### Problem details
Which lines below hold the word "small"? Report each one.

(Stored data)
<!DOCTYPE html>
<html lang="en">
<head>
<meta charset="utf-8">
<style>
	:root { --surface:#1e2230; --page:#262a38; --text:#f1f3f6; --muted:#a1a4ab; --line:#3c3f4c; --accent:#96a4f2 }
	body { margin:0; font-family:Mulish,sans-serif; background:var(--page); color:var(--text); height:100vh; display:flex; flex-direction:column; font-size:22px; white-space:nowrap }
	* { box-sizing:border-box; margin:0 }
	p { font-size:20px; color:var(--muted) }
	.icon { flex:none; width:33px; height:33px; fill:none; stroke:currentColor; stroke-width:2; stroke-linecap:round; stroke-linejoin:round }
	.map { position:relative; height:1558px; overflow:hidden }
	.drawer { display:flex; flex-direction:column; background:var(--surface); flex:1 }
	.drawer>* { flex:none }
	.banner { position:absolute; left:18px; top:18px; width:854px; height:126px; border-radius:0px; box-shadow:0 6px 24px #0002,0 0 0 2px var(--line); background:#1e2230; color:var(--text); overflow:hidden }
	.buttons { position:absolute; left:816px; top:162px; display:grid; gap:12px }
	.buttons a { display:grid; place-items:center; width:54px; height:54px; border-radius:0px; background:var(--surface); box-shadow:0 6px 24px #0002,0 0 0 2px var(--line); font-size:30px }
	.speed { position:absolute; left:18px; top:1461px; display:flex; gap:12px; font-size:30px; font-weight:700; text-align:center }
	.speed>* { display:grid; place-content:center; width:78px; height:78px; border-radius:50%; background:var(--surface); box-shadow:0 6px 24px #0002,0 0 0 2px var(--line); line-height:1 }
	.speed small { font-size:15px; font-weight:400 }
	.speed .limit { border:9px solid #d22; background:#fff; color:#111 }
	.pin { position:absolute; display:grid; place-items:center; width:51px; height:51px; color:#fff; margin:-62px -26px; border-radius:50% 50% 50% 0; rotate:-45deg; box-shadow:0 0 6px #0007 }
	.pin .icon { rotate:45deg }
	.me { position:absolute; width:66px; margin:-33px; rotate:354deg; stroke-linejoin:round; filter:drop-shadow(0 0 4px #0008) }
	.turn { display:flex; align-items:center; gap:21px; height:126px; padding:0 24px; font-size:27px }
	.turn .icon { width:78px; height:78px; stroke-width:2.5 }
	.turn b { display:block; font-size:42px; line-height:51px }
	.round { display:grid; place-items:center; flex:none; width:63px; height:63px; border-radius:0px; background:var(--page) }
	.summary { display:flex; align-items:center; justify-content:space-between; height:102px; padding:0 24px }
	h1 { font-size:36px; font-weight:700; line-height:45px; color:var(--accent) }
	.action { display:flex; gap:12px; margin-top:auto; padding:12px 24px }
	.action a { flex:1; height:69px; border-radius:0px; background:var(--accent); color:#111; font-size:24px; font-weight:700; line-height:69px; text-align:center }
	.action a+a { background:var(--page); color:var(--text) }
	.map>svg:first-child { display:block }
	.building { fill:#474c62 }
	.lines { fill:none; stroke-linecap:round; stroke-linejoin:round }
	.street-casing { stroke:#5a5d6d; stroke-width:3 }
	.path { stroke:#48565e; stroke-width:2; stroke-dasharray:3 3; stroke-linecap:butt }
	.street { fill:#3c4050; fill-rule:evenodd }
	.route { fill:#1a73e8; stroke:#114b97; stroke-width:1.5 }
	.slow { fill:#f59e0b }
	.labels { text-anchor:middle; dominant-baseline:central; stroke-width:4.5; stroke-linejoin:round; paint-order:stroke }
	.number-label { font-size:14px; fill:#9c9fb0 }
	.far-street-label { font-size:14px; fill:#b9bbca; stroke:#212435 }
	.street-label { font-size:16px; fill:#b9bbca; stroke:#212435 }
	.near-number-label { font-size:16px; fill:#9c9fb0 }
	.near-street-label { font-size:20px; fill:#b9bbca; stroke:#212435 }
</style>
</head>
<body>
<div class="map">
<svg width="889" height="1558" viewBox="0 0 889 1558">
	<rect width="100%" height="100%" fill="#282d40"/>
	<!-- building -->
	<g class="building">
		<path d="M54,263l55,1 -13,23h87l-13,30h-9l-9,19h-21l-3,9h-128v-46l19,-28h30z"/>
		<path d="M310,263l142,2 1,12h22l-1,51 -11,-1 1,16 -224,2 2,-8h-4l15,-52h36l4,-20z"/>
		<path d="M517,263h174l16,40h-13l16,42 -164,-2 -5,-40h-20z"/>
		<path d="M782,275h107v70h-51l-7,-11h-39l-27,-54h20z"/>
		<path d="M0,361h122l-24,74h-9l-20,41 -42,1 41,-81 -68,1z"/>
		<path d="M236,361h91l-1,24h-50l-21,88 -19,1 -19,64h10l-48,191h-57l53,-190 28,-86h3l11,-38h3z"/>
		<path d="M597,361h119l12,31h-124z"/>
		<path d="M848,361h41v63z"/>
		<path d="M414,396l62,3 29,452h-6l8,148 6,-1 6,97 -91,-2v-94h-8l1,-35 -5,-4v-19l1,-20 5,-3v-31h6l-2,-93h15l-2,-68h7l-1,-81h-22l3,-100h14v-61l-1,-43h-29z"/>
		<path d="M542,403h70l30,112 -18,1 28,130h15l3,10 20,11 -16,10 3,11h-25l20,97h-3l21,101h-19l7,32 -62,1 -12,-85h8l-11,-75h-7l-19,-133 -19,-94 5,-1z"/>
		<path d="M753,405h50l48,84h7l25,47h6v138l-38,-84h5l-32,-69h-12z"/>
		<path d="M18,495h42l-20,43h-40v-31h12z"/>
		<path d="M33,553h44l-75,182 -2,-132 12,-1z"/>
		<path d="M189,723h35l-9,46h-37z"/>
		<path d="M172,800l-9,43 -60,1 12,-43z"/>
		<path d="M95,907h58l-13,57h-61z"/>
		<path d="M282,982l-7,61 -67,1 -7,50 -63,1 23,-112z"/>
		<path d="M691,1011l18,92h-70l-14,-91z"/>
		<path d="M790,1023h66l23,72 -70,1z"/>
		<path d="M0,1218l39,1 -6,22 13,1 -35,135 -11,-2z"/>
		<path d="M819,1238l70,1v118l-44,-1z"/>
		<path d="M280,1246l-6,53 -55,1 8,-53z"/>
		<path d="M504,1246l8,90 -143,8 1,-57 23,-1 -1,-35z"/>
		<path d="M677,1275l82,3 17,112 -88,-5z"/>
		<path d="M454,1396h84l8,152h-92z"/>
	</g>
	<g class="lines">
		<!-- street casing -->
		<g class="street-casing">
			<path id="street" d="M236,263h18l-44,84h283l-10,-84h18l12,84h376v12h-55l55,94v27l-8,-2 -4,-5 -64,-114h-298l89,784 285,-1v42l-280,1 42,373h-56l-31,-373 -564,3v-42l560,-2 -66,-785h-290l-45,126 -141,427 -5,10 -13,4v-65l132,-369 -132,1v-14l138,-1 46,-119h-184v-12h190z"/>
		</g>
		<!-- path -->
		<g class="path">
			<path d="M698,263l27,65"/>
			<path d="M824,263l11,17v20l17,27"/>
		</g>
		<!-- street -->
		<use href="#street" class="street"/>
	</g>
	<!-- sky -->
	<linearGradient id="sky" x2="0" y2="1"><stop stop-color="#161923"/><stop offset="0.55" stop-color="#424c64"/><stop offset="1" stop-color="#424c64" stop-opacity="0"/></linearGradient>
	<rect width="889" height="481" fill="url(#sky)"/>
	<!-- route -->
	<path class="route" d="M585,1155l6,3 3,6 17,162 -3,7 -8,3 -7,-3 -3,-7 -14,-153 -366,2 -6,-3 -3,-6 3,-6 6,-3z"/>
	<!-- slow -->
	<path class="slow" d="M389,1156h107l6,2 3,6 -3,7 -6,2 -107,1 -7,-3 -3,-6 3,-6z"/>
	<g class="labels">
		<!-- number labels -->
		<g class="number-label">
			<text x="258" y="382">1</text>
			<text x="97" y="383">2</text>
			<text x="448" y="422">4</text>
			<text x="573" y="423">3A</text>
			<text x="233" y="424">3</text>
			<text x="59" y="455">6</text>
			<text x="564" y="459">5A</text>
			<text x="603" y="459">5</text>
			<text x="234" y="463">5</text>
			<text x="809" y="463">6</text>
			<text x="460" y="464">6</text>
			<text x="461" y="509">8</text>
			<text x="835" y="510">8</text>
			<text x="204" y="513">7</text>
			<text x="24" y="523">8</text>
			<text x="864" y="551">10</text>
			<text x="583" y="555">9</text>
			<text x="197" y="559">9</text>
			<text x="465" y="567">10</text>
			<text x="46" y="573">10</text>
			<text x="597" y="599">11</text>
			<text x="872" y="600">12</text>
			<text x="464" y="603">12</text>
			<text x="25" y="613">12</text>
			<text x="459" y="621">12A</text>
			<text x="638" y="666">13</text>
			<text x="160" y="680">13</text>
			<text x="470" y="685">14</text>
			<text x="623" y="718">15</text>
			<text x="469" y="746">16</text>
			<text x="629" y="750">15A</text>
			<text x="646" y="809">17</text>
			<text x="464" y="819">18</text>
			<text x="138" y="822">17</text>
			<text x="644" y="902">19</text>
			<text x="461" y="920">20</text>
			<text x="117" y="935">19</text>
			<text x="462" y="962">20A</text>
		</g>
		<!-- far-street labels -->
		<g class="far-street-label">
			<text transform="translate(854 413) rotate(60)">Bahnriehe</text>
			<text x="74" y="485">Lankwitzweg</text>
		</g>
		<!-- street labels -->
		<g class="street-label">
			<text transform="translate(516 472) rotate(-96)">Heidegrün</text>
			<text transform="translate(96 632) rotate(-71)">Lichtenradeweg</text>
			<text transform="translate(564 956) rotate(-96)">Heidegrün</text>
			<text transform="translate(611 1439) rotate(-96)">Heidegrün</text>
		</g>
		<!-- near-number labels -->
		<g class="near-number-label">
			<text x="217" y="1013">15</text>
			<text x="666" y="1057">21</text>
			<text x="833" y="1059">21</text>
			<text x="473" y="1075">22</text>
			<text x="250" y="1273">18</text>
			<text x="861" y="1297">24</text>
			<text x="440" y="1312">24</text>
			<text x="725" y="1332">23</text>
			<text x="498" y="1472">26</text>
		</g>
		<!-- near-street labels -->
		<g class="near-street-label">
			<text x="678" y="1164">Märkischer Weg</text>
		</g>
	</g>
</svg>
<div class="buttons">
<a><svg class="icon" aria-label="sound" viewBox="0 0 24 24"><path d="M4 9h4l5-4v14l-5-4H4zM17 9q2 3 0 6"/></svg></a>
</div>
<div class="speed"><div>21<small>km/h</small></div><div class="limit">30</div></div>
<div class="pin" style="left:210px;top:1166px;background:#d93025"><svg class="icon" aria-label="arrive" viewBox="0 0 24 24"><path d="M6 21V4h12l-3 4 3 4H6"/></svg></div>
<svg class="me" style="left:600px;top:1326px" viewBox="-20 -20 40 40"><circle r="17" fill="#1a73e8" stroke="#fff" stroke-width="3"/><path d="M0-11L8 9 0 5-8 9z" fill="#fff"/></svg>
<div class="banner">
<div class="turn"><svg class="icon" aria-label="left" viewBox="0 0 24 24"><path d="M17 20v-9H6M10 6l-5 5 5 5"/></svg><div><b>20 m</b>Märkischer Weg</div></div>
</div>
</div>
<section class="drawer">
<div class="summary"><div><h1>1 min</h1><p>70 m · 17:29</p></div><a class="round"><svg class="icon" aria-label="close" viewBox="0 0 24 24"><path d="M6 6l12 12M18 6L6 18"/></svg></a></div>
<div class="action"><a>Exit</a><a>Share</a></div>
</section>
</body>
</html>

### The answer
	.speed small { font-size:15px; font-weight:400 }
<div class="speed"><div>21<small>km/h</small></div><div class="limit">30</div></div>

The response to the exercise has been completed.